Clinical benefit rate (CBR, percent of patients experiencing complete response [CR], partial response [PR] or stable disease [SD] for at least 12 weeks from post cycle 2 to cycle 6 measurements) determined according to the Response Evaluation Criteria in Solid Tumours (RECIST), or by immune-related Response criteria (irRC) in the absence of measurable disease.

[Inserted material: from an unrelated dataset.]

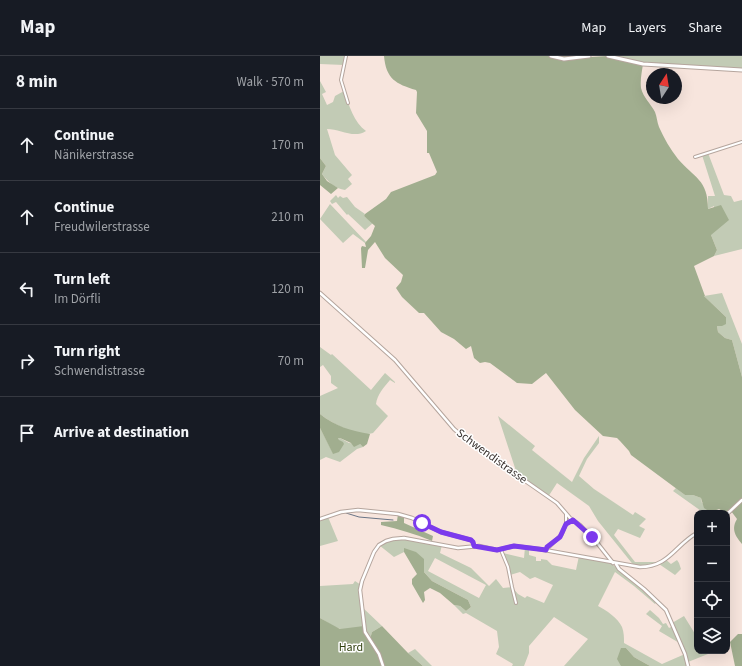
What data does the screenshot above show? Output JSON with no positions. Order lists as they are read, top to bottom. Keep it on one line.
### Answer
{"streets":{"street":["Schwendistrasse"]},"parks":["Hard"],"north":"top","page":{"header":"Map","nav":["Map","Layers","Share"],"heading":["8 min","Walk · 570 m"],"list":[["Continue","Nänikerstrasse","170 m"],["Continue","Freudwilerstrasse","210 m"],["Turn left","Im Dörfli","120 m"],["Turn right","Schwendistrasse","70 m"],"Arrive at destination"],"map_buttons":["+","−"]}}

Secondary Outcome Measures :
Objective Response Rate (ORR) [ Time Frame: 2 Years ]
ORR is defined as the proportion of patients with confirmed complete response (CR) or confirmed partial response (PR) from post cycle 2 to cycle 6 measurements according to the Response Evaluation Criteria in Solid Tumours (RECIST), relative to the total evaluable patient population.
Duration of Response (DR) [ Time Frame: 2 Years ]
DR is defined as the time from the first documentation of objective tumour response to the first documentation of objective tumour progression or to death due to any cause.
Progression-free survival (PFS) [ Time Frame: 3 Years ]
PFS is defined as the time from post cycle 2 measurement to first documentation of objective tumour progression, or to death due to any cause.
Overall survival (OS) [ Time Frame: 3 Years ]
Overall survival (OS) is defined as the time from start of study treatment to date of death due to any cause.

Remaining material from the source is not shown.